Let me address #4 first.  There are lots of examples of proprietary
*components* of Xen systems.  XenClient used to have a proprietary
device model (a process running in dom0) for helping virtualize
graphics cards; a number of companies have proprietary drivers for
memory sharing or VM introspection.  But all of those are outside of
the Xen address space, interacting with Xen via hypercalls.  As long
as "native apps" (I think we probably need a better name here) are
analogous to a devicemodel stubdomain -- in a separate address space
and acting through a well-defined hypercal interface -- I don't have
any objection to having proprietary ones.

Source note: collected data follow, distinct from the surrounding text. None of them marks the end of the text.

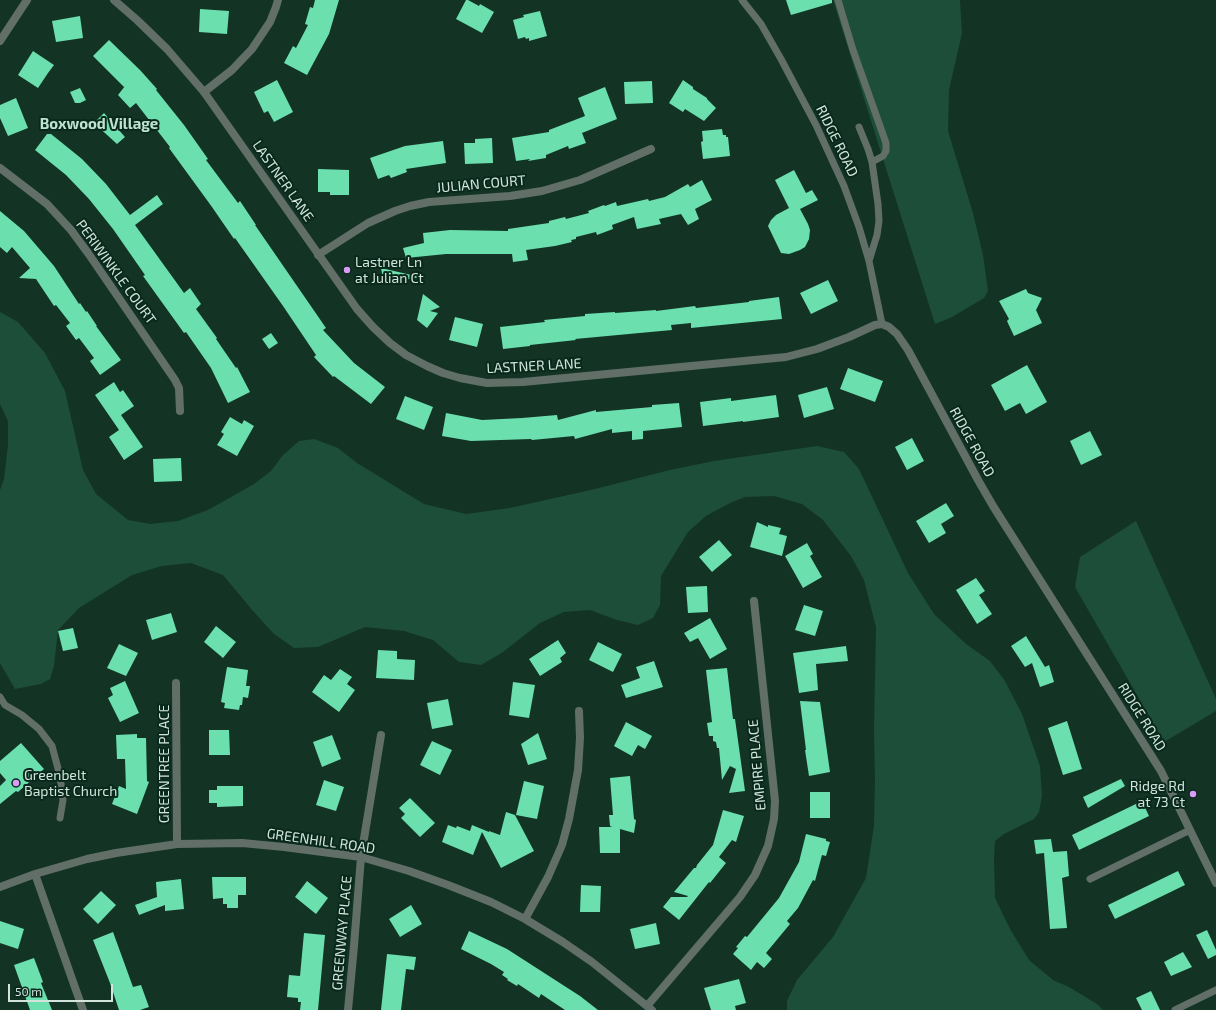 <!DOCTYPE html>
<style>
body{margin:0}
#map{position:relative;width:1216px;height:1010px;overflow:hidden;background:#133325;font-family:"Exo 2",sans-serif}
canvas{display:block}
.scale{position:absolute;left:8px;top:984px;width:105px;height:18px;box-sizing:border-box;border:2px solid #d2e4db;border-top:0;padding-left:5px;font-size:12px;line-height:14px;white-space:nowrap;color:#d2e4db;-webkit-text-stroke:3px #08291c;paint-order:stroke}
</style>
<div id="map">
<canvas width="1216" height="1010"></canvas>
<div class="scale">50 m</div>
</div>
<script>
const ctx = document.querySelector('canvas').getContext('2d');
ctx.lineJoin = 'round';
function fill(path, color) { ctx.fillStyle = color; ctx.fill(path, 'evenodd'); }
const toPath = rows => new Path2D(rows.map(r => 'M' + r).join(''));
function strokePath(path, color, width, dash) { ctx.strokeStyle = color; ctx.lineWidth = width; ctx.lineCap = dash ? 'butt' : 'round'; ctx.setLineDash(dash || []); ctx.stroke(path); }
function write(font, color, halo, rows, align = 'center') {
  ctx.font = font + ' "Exo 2",sans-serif'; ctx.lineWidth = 4; ctx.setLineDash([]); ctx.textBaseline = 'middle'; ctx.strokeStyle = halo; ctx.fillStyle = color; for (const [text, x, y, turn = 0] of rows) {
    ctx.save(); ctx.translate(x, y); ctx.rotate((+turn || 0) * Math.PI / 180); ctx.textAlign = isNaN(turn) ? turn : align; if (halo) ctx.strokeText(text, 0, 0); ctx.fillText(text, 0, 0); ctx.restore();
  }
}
fill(toPath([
 [833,0,960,0,962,33,949,90,948,131,973,213,983,255,988,291,984,298,952,317,935,324],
 [0,312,18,322,45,353,65,391,83,470,96,494,128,520,150,524,178,521,208,510,254,484,271,471,283,455,299,441,314,439,338,448,357,463,424,504,466,514,510,508,595,489,670,470,714,461,817,446,844,452,859,469,908,573,934,614,966,644,990,661,1005,681,1022,714,1040,766,1042,796,1039,812,1034,819,1004,834,995,841,994,859,995,898,1010,929,1029,960,1053,980,1069,987,1097,1004,1103,1010,787,1010,787,1001,797,980,833,937,866,878,874,826,875,777,874,730,876,627,864,580,851,556,823,520,802,504,774,496,745,497,730,503,706,516,688,532,661,576,660,605,653,618,638,625,617,620,590,610,564,612,540,623,503,652,481,665,459,662,433,640,404,631,365,627,318,647,294,648,274,634,253,611,223,575,191,563,162,566,132,575,79,608,58,630,54,666,50,679,41,684,15,689,0,663,0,490,4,479,8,445,8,421,0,404],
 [1136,521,1216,699,1216,711,1164,742,1075,587,1080,557]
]), '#1d4e39');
fill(toPath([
 [315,0,339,0,329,34,307,75,284,63,293,46,296,48,308,25,305,24,310,7,313,8],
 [466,0,468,0,479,6,480,4,494,12,482,33,456,19],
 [786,0,832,0,832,3,791,15],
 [200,9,229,11,227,34,199,32],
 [540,11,547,36,529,41,529,38,526,39,525,37,518,39,513,20,524,17,523,15],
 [80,16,83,38,56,42,52,21],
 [109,40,140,70,157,89,156,90,184,125,208,159,206,160,238,203,240,201,256,225,255,225,326,328,323,330,354,363,385,387,371,404,334,376,333,377,314,357,316,355,283,306,235,238,234,239,212,207,169,148,170,147,136,103,130,108,118,95,125,86,124,87,93,56],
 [33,51,54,65,48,73,38,88,18,75],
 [277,80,293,112,274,122,268,111,264,113,254,92],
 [683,80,693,87,693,89,707,98,707,99,716,108,704,121,685,109,683,112,669,103],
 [652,81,653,103,625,104,624,82],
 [605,87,617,119,582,133,586,143,569,149,568,146,546,155,546,158,528,161,530,159,516,161,512,138,549,132,549,130,585,116,578,98],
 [80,88,86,100,80,103,75,103,70,92],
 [16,98,28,128,8,136,0,118,0,105],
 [104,113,125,137,117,144,94,123],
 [722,129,723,135,726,135,726,137,728,137,730,156,703,159,701,142,703,141,702,131],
 [47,134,51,134,82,159,106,184,130,215,157,195,163,204,135,225,184,293,190,288,201,304,196,309,217,338,216,339,236,368,237,367,250,392,228,403,211,368,186,332,184,333,143,276,145,275,113,229,89,199,66,175,35,150],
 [492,138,493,163,465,164,464,143,475,143,475,139],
 [443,141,446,163,406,169,407,172,391,178,389,175,378,179,370,158,405,146],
 [318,169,349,170,349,195,330,195,330,192,318,192],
 [794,170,806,193,812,190,818,200,800,209,808,224,810,230,809,239,805,247,800,250,789,254,781,253,768,226,771,220,776,215,789,208,775,180],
 [702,180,712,200,695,209,699,219,688,225,681,214,659,219,661,224,637,229,634,217,612,225,613,229,597,235,596,232,576,237,576,239,571,240,572,242,555,246,526,250,528,260,513,262,512,254,446,254,406,258,403,248,424,243,423,233,450,230,508,231,508,229,549,223,549,221,565,217,566,219,589,213,588,211,604,205,605,206,616,202,617,206,648,199,649,201,665,197,688,184,690,187],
 [0,211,24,231,54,266,79,304,80,303,86,312,87,311,97,326,96,326,121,360,100,375,90,361,94,358,79,338,76,340,66,326,70,323,56,305,54,306,36,279,19,278,30,268,12,247,7,253,0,247],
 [381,268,420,277,384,284],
 [828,280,838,301,811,314,800,293],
 [1026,289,1028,293,1042,298,1036,310,1042,323,1014,336,1007,321,1009,319,999,301],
 [423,294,440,307,430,311,438,313,427,328,417,320],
 [779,297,782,319,691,328,691,323,671,325,672,330,575,339,576,340,530,345,530,346,503,349,500,327,545,322,544,320,585,316,585,314,615,312,615,313,656,310,656,311,695,306,696,308,749,302,749,301],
 [455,317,483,324,477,347,449,340],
 [271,333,278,343,269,349,262,339],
 [1027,365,1047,402,1026,414,1020,403,1005,411,991,385],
 [848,368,883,381,875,402,840,389],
 [114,382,120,392,123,390,134,406,121,415,143,447,124,460,109,437,119,430,95,395],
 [827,387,834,409,804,418,798,395],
 [776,395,779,417,743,422,743,421,703,426,700,402,731,398,731,401],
 [405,396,433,407,424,430,396,419],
 [679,403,682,427,643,431,643,439,632,440,632,431,612,433,612,429,575,439,574,436,532,440,531,439,471,441,442,436,446,413,482,420,522,418,557,415,558,420,596,410,596,412,652,407,652,405],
 [230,417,242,424,244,420,254,426,237,456,217,445,224,434,221,432],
 [1090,431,1102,455,1081,465,1070,441],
 [912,438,924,461,907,470,895,447],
 [181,458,182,481,154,482,153,459],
 [946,503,954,516,941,524,946,533,929,543,916,521],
 [757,522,768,527,768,525,781,528,779,534,787,536,782,556,750,547],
 [719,540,732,555,712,572,699,557],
 [807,543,813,554,810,556,822,577,803,588,785,556],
 [976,578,985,591,979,595,992,614,977,624,956,590],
 [707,586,708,612,688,613,686,587],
 [804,605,823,611,815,636,795,630],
 [171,613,177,632,152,640,146,620],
 [710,618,727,649,710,659,698,638,690,642,684,633],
 [216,626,236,642,223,658,204,642],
 [73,628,78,648,63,651,58,631],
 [1026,636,1045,667,1049,665,1054,682,1040,687,1032,663,1025,667,1011,646],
 [558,640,566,653,560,658,562,662,540,676,529,659],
 [598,642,622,654,613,672,589,660],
 [119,644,138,653,126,676,107,668],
 [846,646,848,661,816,664,818,690,799,693,793,653],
 [378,650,397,651,397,659,415,660,414,680,376,678],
 [654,661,663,687,626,698,621,685,640,678,636,667],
 [227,667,248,670,246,686,250,686,248,698,243,697,242,705,240,705,239,710,224,708,225,703,221,702],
 [727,668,733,719,735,719,745,791,729,793,736,769,730,766,722,780,719,748,717,748,716,742,713,741,713,736,709,736,707,723,712,722,706,670],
 [340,669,352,677,347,684,355,690,339,712,312,692,324,675,331,680],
 [125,681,139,713,120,722,108,698,113,695,110,688],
 [513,682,535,685,529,718,509,715],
 [448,699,453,725,432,729,427,703],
 [800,701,820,702,830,772,809,776,805,750,806,750],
 [1067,721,1082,769,1063,775,1048,728],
 [626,722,652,736,645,749,638,745,632,756,614,746],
 [209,730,229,730,230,755,209,755],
 [538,733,547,759,528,765,521,744],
 [137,734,137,738,146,738,147,781,149,782,137,814,112,804,119,786,126,789,125,759,117,759,116,735],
 [332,735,341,759,322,767,313,742],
 [432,741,452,750,440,775,420,765],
 [21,743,44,769,18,792,16,791,0,804,0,786,6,780,0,773,0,761],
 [630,776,634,819,636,820,634,833,620,829,620,853,600,853,599,827,612,827,610,826,609,815,613,815,610,778],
 [1121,779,1125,786,1088,808,1083,797],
 [324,780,344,787,336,811,316,805],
 [524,781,544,786,537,819,516,815],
 [217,786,243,786,243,806,217,807,217,803,209,803,209,790,217,790],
 [810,792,830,792,830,818,810,818],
 [410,798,435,823,420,837,401,818,405,814,399,808],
 [1142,801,1149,816,1079,850,1072,835],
 [723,810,744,816,736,842,732,840,719,857,726,863,710,883,709,882,679,920,663,907,671,897,687,897,688,896,674,892,694,868,696,868,697,865,713,845],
 [506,812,515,815,534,851,501,868,482,832,473,855,442,842,448,825,456,828,457,826,470,831,472,825,489,832,489,831,500,835],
 [806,834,826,839,826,841,830,842,826,856,822,855,815,881,813,880,798,908,787,921,790,924,766,953,772,959,764,968,757,962,751,970,733,954,738,948,736,947,745,936,747,937,779,898,799,862],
 [1051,839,1053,852,1067,851,1069,876,1062,878,1067,928,1050,929,1044,853,1036,854,1034,840],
 [1178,871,1185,885,1115,919,1108,905],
 [212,877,246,877,246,895,238,895,238,908,227,908,227,904,223,904,223,898,213,899],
 [181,879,184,909,165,911,165,905,139,915,135,905,157,897,156,882],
 [307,881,328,898,316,914,295,897],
 [581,885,601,886,600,912,580,912],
 [101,891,116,905,98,924,83,909],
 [411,905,422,924,400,937,389,919],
 [0,921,24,929,18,949,0,943],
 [656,923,660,944,635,949,630,929],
 [1207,930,1216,950,1216,955,1208,959,1196,935],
 [469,931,507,949,580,996,598,1010,565,1010,541,994,539,998,518,984,517,986,507,980,508,979,502,975,504,972,491,964,461,949],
 [113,932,133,987,141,985,149,1007,140,1010,119,1010,110,983,93,940],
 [304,933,325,935,318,1010,300,1010,301,1002,298,1002,298,998,287,997,289,975,300,976],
 [1183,952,1192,967,1171,976,1164,962],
 [387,954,416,957,414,970,406,969,401,1010,381,1010],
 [34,958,43,982,41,983,52,1010,30,1010,14,965],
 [739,979,746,1003,735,1006,736,1010,711,1010,704,988],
 [1151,991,1160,1010,1142,1010,1136,998]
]), '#6bdfad');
strokePath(toPath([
 [742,0,761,24,781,59,816,125,844,186,859,227,869,261,882,324],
 [838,0,853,50,886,143,886,151,883,156,872,162],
 [859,127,868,149,872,162,878,204,879,221,877,235,869,261],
 [0,697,5,705,22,715,39,729,52,746,60,776,63,800,60,818],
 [1090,879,1190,830],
 [1175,1010,1216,990]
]), '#616f68', 7);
strokePath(toPath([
 [0,41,27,0],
 [204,92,232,70,252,49,270,22,276,7,278,0],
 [0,168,47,204,71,230,88,253,175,380,179,388,180,411],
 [318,255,368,223,395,211,410,206,429,202,510,196,542,191,580,180,651,149],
 [176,683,177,844],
 [35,874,83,1010],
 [0,887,35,874,87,859,116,853,177,844,242,843,284,847,361,857,409,871,448,885,491,902,525,919,563,942,592,962,652,1010],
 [525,919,548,877,562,845,569,819,578,770,580,738,579,711],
 [647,1006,740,897,755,875,768,846,774,819,775,801,754,601],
 [348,1010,354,946,361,857,381,735]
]), '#616f68', 8);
strokePath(toPath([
 [114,0,137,20,167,49,204,92,357,309,373,327,390,343,406,355,427,366,443,373,460,378,487,383,523,382,786,357,817,349,849,337,875,325,882,324,889,327,897,334,908,350,978,480,993,506,1161,771,1216,883]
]), '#616f68', 8);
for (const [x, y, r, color] of [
 [347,270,4,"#d89bf8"],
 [16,783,4,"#d89bf8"],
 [1193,794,4,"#d89bf8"]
]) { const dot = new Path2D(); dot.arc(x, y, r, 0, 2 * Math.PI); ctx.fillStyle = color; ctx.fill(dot); strokePath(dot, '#08291c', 1.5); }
write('14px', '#d2e4db', '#08291c', [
 ["RIDGE ROAD",837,141,64],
 ["LASTNER LANE",283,181,55],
 ["JULIAN COURT",481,184,-5],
 ["PERIWINKLE COURT",116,272,54],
 ["LASTNER LANE",534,366,-3],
 ["RIDGE ROAD",972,442,61],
 ["RIDGE ROAD",1142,717,58],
 ["GREENTREE PLACE",164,764,-90],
 ["EMPIRE PLACE",757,765,-95],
 ["GREENHILL ROAD",321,841,8],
 ["GREENWAY PLACE",342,933,-85]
]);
write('14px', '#d2e4db', '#08291c', [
 ["Lastner Ln",355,262],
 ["at Julian Ct",355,278],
 ["Greenbelt",24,775],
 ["Baptist Church",24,791],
 ["Ridge Rd",1185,786,"right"],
 ["at 73 Ct",1185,802,"right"]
], 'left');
write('bold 15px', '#bfe3d1', '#08291c', [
 ["Boxwood Village",99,124]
]);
</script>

Regarding #1-2, let me first say that how specific it is to a
particular platform or use case isn't actually important to any of
these questions.  The considerations are partly technical, and partly
practical -- how much benefit does it give to the project as a whole
vs the cost?

For a long time there were only two functional schedulers in Xen --
the Credit scheduler (now called "credit1" to distinguish it from
"credit2"), and the ARINC653 scheduler, which is a real-time scheduler
targeted at a very specific use case and industry.  As far as I know
there is only one user.  But it was checked into the Xen tree because
it would obviously be useful to them (benefit) and almost no impact on
anyone else (cost); and it ran inside the hypervisor because that's
the only place to run a scheduler.

So given your examples, I see no reason not to have several
implementations of different mediators or emulated devices in tree, or
in a XenProject-managed git repo (like mini-os.git).  I don't know the
particulars about mediators or the devices you have in mind, but if
you can show technical reasons why they need to be run in the
hypervisor rather than somewhere else (for performance or security
sake, for instance), there's no reason in principle not to add them to
the hypervisor code; and if they're in the hypervisor, then they
should be in xen.git.

Regarding modules (#3): The problem that loadable modules were
primarily introduced to solve in Linux wasn't "How to deal with
proprietary drivers", or even "how to deal with out-of-tree drivers".
The problem was, "How to we allow software providers to 1) have a
single kernel binary, which 2) has drivers for all the different
systems on which it needs to run, but 3) not take a massive amount of
memory or space on systems, given that any given system will not need
the vast majority of drivers?"

Suppose hypothetically that we decided that the mediators you describe
need to run in the hypervisor.  As long as Kconfig is sufficient for
people to enable or disable what they need to make a functional and
efficient system, then there's no need to introduce modules.  If we
reached a point where people wanted a single binary that could do
either or OP-TEE mediator or the Google mediator, or both, or neither,
but didn't to include all of them in the core binary (perhaps because
of memory constraints), then loadable modules would be a good solution
to consider.  But either way, if we decided they should run in the
hypervisor, then all things being equal it would still be better to
have both implementations in-tree.

There are a couple of reasons for the push-back on loadable modules.
The first is the extra complication and infrastructure it adds.  But
the second is that people have a strong temptation to use them for
out-of-tree and proprietary code, both of which we'd like to avoid if
possible.  If there comes a point in time where loadable modules are
the only reasonable solution to the problem, I will support having
them; but until that time I will look for other solutions if I can.

Does that make sense?

BTW I've been saying "I" throughout this response; hopefully that
makes it clear that I'm mainly speaking for myself here.